> [Work task]: Select from the records below every line that has the word "Krankenhausstraße" in it.

> [Record set]:
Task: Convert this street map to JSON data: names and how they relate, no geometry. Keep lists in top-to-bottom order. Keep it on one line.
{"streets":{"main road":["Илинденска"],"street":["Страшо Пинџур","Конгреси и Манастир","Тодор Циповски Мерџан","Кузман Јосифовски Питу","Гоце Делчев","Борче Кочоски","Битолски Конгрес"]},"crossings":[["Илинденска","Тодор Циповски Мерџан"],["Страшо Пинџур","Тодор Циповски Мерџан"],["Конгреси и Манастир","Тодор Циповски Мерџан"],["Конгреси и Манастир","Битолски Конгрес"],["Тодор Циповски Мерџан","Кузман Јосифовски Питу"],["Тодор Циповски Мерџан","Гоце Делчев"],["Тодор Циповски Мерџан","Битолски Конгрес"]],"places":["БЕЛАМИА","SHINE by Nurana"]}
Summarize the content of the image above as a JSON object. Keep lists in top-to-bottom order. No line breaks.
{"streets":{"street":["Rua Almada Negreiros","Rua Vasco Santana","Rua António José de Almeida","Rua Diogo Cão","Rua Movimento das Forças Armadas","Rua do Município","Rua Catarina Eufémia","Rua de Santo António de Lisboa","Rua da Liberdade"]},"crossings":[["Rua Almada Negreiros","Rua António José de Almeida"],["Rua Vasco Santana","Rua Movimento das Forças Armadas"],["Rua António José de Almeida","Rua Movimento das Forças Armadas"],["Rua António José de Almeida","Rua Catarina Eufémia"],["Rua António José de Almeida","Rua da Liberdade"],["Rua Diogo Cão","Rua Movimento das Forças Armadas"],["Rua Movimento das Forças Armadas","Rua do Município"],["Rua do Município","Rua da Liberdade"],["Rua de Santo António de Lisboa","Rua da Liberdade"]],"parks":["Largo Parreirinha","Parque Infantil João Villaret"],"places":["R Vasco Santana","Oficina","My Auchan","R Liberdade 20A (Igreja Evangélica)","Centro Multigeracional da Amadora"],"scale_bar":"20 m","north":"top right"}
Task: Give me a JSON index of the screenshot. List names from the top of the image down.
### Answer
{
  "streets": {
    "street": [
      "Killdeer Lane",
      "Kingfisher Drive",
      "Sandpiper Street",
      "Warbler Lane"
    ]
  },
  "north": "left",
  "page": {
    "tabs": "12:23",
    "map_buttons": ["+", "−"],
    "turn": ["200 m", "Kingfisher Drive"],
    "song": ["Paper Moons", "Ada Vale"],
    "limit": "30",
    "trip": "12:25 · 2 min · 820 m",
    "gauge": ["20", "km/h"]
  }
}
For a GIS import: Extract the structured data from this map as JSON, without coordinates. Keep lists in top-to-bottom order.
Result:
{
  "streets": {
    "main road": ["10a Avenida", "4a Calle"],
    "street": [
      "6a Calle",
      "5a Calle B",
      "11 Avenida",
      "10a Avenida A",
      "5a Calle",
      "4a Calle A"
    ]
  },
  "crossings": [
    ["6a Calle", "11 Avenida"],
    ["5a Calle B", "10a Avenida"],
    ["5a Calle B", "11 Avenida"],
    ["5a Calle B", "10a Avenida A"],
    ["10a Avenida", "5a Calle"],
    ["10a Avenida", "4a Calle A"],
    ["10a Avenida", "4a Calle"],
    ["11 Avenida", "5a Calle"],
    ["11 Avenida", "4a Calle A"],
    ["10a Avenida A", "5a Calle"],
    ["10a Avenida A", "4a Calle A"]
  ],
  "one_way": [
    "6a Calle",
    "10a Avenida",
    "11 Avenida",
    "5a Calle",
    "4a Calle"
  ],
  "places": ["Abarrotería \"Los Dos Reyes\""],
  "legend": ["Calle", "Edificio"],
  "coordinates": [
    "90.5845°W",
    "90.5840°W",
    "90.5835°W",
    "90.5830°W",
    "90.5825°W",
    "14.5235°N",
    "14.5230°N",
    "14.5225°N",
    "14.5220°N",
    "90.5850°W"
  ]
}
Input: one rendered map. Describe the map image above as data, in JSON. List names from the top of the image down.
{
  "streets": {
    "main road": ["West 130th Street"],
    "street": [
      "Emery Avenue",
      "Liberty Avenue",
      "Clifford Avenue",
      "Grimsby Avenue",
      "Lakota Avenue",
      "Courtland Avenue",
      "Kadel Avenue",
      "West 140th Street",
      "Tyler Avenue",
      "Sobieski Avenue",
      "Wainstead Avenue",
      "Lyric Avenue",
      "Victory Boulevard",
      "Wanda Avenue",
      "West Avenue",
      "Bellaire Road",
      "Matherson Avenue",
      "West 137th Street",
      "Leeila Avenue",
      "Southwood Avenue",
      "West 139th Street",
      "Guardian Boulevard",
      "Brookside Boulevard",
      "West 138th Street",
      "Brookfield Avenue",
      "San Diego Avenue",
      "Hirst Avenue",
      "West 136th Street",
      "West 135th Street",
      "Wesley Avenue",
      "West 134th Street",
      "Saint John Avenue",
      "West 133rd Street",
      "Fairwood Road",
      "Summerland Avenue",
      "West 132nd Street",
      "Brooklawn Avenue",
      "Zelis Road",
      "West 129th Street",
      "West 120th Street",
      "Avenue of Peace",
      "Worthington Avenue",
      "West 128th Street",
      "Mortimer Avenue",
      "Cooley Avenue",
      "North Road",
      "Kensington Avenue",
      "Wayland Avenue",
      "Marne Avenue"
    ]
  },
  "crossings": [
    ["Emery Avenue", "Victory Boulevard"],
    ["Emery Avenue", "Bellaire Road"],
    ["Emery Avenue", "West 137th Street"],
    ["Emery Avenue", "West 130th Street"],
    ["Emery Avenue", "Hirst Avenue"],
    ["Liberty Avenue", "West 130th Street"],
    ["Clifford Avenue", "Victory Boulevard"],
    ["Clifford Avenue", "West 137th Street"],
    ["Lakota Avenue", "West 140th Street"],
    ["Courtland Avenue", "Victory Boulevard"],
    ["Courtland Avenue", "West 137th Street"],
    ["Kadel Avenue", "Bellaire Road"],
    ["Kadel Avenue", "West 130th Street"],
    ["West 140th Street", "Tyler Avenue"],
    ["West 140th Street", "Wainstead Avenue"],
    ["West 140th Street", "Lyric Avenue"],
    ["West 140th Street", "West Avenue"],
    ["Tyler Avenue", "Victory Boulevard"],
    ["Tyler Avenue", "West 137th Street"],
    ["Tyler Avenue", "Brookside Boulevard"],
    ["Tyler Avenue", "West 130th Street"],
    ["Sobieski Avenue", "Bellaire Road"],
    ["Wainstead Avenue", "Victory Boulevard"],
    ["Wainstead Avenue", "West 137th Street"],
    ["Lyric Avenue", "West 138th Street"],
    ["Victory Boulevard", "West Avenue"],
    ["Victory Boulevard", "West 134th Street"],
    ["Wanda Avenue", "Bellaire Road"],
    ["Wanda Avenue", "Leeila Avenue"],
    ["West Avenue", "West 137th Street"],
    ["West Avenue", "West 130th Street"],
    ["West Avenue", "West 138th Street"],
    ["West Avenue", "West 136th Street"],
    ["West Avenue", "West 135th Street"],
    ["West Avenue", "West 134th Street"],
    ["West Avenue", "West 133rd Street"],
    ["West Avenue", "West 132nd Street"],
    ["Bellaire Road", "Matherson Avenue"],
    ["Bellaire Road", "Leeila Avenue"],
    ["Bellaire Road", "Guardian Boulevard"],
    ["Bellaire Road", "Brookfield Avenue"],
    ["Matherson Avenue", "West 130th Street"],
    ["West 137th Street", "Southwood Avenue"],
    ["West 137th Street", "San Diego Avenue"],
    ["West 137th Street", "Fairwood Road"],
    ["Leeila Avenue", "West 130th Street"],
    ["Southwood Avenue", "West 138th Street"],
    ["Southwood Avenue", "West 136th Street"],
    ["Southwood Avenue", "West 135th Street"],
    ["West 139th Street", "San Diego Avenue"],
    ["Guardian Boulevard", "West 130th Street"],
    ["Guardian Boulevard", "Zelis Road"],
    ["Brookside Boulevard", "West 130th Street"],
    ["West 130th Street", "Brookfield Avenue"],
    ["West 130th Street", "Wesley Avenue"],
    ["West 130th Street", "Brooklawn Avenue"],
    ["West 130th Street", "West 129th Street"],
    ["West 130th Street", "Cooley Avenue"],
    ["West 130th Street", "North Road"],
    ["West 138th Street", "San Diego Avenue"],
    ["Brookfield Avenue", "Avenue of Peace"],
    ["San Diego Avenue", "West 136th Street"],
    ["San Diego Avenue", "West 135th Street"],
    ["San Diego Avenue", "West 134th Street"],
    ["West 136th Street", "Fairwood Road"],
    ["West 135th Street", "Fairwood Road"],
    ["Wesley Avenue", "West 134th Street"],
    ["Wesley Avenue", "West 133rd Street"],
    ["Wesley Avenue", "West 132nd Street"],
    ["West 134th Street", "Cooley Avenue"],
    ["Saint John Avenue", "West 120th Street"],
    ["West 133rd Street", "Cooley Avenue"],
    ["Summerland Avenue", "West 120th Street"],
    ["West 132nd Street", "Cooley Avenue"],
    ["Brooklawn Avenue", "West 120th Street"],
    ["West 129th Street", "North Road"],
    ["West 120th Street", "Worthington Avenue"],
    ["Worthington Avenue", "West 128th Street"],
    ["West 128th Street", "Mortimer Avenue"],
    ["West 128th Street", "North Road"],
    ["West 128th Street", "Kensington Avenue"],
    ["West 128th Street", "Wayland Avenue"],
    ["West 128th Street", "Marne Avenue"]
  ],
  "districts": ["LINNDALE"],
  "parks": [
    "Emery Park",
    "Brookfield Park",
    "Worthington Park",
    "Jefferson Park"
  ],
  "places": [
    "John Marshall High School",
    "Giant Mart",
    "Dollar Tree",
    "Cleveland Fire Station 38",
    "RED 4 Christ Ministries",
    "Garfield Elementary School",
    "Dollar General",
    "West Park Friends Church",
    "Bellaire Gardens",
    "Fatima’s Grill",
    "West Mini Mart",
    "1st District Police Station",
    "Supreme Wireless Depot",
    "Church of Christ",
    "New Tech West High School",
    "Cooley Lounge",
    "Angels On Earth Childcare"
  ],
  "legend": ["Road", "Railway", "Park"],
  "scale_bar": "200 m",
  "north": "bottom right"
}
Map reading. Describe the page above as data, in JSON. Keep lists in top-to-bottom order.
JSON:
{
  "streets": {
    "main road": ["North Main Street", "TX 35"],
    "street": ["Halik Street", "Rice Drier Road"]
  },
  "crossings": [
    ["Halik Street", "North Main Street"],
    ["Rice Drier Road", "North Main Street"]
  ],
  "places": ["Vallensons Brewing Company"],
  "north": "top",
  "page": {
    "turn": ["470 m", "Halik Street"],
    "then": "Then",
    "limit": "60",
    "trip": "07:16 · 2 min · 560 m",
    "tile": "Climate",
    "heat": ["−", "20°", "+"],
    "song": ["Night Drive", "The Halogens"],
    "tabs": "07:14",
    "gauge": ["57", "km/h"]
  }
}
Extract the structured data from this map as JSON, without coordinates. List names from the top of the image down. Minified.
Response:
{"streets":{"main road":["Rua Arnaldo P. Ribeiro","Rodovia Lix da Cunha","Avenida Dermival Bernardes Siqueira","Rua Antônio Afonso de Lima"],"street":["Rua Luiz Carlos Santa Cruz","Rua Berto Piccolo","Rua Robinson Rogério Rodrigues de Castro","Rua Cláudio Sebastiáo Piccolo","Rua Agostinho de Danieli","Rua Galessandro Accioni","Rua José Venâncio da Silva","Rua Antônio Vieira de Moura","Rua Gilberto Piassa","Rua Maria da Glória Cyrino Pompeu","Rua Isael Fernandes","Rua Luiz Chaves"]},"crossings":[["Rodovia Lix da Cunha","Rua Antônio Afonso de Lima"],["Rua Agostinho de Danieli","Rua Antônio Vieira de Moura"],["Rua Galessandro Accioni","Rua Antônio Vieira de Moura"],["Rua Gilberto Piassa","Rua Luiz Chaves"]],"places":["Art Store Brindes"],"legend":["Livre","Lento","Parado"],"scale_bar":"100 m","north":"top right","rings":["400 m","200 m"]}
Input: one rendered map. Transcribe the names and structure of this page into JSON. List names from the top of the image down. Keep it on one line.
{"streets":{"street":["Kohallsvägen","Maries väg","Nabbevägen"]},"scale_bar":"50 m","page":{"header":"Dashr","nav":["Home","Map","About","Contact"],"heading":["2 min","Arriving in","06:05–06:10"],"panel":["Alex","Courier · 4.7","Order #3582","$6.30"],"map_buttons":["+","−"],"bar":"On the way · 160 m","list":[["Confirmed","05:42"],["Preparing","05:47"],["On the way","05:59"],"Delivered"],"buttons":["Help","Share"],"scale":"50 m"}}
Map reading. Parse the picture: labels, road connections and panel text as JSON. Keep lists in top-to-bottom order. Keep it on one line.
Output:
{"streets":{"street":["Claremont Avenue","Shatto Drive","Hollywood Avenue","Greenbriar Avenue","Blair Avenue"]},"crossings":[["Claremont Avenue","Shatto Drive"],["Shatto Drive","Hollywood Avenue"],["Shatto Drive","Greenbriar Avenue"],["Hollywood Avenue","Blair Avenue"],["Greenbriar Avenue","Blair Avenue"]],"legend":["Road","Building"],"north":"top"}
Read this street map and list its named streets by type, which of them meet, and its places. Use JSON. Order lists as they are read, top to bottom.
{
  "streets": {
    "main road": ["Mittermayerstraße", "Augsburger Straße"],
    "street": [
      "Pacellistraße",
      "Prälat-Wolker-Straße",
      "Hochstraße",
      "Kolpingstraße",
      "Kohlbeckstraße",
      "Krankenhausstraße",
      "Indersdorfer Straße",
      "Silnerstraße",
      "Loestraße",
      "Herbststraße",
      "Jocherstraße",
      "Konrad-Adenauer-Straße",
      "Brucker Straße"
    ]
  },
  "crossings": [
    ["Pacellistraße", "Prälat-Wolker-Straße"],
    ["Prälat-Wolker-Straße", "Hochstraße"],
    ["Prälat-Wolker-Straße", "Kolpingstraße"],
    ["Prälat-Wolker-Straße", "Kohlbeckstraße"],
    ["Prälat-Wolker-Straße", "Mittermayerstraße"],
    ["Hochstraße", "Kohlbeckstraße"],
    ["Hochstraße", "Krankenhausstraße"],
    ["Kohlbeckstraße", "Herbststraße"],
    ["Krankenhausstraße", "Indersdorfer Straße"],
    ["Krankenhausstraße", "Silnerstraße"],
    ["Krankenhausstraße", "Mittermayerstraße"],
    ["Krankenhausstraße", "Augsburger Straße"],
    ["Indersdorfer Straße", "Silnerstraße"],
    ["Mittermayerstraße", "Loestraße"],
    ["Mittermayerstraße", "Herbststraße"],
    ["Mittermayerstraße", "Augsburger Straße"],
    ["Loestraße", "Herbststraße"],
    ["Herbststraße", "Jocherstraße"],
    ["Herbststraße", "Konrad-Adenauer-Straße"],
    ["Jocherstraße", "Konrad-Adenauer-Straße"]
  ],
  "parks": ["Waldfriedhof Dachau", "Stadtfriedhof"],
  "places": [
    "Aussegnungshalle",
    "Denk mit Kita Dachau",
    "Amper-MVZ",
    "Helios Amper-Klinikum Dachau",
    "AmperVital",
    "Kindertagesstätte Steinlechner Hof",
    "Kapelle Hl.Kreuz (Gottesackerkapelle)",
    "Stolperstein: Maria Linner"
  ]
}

> [Answer to the problem]:
      "Krankenhausstraße",
    ["Hochstraße", "Krankenhausstraße"],
    ["Krankenhausstraße", "Indersdorfer Straße"],
    ["Krankenhausstraße", "Silnerstraße"],
    ["Krankenhausstraße", "Mittermayerstraße"],
    ["Krankenhausstraße", "Augsburger Straße"],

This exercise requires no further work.